Soviet tracking of the missions
The USSR maintained a continuous radio-tracking and intelligence interest in the Apollo program throughout the period. Soviet tracking stations independently confirmed the trajectory of the Apollo 8, 10, 11, and subsequent translunar coast flights. The Soviet Academy of Sciences sent telegrams of congratulations to NASA after the Apollo 11 landing; TASS provided live coverage to Soviet audiences. The Soviet space program had a strong institutional incentive to expose any U.S. fakery and the technical capability to detect it; both the Soviet Union and its successor Russian Federation have continuously affirmed the landings as having occurred. Verified [3]
Aleksei Leonov, the cosmonaut who would have commanded the Soviet lunar mission had the N1 launch vehicle program succeeded, was personally interviewed on the subject in the 2000s; he characterized the U.S. landings as genuine and reportedly stated that any suggestion otherwise was insulting both to the American crews and to the Soviet program that lost the race to them. Russian space-program documents released in the post-1991 period contain no claim of U.S. fakery, despite the considerable propagandist incentive that would have existed had any such evidence existed.
Amateur and independent photographic capture
The most-cited single independent capture is the Bochum Observatory in Germany. Heinz Kaminski, the founder and director of the observatory, independently received and recorded the Apollo 11 mission's S-band radio signals from the Moon throughout the mission, including the descent, surface activity, and return. Bochum's recordings, made independently of NASA and using the observatory's own equipment, provide independent confirmation of the mission's trajectory and lunar surface activity. Verified [4]
Jodrell Bank Observatory in the United Kingdom, under Sir Bernard Lovell, tracked Apollo 11's descent independently. The Parkes radio telescope in Australia tracked Apollo 11 (and was, by the agreement with NASA, the primary downlink station for the Eagle's surface footage during a portion of the EVA, while Honeysuckle Creek and Goldstone handled other portions). Amateur radio operators recorded portions of the missions' communications independently; some of these recordings have been preserved in private collections and have been used to cross-check NASA's archive against the contemporaneous independent record. Verified
The Lunar Reconnaissance Orbiter imagery
NASA's Lunar Reconnaissance Orbiter (LRO), launched June 18, 2009, entered lunar orbit on June 23, 2009 and has been operating continuously since.
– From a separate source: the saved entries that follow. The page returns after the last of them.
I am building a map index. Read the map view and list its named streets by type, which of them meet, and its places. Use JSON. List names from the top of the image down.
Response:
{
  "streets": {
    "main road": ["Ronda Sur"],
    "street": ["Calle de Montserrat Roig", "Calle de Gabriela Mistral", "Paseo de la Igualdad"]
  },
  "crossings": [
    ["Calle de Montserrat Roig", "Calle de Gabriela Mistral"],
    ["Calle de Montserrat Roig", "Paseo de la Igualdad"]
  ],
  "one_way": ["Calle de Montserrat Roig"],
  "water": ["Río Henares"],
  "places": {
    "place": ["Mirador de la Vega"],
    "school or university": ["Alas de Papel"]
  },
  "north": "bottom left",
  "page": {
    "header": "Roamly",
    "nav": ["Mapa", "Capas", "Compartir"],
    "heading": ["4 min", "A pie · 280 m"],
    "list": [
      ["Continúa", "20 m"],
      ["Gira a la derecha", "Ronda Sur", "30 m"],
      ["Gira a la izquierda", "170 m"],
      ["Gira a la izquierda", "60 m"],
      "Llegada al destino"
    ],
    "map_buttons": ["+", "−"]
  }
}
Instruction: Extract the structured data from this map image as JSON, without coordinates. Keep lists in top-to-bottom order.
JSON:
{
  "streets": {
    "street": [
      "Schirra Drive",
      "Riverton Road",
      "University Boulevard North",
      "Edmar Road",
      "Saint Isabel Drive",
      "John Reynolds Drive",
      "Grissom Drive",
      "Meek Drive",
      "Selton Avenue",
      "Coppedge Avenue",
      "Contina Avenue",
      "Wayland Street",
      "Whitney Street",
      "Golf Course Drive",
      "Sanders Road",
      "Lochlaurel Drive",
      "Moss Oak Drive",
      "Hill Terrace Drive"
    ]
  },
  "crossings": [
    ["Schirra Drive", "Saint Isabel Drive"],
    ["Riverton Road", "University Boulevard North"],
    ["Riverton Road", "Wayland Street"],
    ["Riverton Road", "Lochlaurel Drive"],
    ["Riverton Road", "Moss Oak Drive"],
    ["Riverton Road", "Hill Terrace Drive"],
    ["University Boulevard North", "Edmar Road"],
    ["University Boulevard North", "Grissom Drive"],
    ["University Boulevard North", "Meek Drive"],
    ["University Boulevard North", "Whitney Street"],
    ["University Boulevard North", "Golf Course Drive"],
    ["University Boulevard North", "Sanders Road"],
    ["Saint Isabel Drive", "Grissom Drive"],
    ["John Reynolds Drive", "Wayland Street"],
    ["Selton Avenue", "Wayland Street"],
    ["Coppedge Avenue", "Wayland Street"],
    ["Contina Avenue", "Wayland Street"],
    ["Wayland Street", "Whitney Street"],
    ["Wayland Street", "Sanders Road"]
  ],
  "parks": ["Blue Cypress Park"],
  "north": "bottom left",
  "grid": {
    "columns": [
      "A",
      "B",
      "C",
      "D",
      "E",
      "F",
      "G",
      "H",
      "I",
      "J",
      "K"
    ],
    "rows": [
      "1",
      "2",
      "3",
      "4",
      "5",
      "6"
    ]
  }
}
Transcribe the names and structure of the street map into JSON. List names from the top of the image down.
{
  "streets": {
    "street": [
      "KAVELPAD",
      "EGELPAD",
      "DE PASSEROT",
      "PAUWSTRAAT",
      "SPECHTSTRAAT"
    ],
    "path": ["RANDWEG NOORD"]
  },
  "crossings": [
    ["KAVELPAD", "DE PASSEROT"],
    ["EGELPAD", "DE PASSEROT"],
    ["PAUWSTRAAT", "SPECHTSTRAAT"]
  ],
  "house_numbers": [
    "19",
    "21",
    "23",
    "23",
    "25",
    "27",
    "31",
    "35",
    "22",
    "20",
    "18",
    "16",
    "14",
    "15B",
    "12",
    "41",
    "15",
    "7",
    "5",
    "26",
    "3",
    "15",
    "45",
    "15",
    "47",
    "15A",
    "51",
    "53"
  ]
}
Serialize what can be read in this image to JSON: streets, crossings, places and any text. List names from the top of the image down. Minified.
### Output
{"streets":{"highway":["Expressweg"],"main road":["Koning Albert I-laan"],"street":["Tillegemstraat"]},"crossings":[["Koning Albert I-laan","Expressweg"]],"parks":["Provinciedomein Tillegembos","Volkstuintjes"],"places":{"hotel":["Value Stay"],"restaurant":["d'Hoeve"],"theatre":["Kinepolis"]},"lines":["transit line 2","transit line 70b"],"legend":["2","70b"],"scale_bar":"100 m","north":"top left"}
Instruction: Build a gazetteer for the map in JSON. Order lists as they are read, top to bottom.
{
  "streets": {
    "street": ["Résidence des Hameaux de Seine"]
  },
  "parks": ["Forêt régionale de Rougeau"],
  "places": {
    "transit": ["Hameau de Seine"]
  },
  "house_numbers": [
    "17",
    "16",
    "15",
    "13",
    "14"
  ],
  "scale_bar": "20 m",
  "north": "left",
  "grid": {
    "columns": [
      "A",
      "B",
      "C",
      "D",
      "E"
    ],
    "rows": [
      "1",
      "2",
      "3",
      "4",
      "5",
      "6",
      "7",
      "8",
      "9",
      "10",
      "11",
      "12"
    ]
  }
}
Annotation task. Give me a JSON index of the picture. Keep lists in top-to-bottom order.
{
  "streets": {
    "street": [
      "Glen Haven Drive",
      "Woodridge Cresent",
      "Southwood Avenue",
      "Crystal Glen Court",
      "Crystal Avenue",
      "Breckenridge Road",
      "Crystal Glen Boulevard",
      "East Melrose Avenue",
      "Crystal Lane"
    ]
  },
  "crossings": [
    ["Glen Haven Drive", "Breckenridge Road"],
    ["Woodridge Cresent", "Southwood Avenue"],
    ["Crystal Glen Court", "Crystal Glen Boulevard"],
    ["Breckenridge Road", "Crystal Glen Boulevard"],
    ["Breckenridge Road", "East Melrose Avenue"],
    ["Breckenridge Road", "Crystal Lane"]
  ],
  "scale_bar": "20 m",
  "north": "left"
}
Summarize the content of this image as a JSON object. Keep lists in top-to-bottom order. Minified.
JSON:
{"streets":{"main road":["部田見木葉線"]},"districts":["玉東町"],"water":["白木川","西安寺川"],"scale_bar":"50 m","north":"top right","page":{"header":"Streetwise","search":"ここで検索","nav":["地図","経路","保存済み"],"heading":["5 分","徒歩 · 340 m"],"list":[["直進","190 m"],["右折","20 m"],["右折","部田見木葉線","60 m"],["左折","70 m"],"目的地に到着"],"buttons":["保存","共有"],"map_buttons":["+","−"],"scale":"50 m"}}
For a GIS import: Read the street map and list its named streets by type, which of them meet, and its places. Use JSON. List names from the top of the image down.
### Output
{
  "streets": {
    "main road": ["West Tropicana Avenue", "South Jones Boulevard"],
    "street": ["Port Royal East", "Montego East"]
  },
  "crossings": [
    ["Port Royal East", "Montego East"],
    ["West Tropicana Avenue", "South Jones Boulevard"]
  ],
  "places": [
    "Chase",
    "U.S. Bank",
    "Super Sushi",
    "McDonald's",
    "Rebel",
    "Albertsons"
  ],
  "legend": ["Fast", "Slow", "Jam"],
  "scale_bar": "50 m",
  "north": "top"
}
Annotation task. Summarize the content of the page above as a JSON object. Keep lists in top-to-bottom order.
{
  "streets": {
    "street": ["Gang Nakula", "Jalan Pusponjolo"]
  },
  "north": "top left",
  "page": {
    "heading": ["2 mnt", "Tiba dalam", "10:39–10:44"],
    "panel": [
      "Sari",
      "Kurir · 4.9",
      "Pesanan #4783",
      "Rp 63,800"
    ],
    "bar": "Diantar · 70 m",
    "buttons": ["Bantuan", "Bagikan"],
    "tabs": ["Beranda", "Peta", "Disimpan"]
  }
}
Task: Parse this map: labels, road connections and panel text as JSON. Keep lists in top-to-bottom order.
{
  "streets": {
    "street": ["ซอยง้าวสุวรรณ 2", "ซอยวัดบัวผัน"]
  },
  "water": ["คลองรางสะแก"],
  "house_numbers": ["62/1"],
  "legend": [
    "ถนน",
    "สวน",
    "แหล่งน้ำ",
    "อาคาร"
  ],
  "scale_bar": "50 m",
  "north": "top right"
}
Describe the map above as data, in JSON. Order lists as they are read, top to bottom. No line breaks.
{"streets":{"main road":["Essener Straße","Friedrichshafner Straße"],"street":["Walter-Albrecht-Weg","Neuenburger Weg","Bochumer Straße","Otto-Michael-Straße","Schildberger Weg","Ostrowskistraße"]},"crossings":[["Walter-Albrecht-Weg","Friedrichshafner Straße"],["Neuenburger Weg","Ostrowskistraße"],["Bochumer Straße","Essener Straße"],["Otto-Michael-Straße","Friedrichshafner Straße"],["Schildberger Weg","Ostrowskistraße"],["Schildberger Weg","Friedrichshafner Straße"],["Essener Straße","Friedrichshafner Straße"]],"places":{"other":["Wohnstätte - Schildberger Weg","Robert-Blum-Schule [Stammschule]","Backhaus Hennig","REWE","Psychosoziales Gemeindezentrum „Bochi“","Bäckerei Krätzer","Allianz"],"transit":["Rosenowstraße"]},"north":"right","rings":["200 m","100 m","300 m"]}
The Lunar Reconnaissance Orbiter Camera (LROC) has, over the subsequent years, photographed each Apollo landing site at resolutions sufficient to resolve the landing-stage descent modules left on the surface, the disturbed regolith from the astronauts' walking paths and rover tracks, the scientific instrument packages, and (at sufficiently low-altitude orbits) the long shadows of objects under one meter tall. Verified [5]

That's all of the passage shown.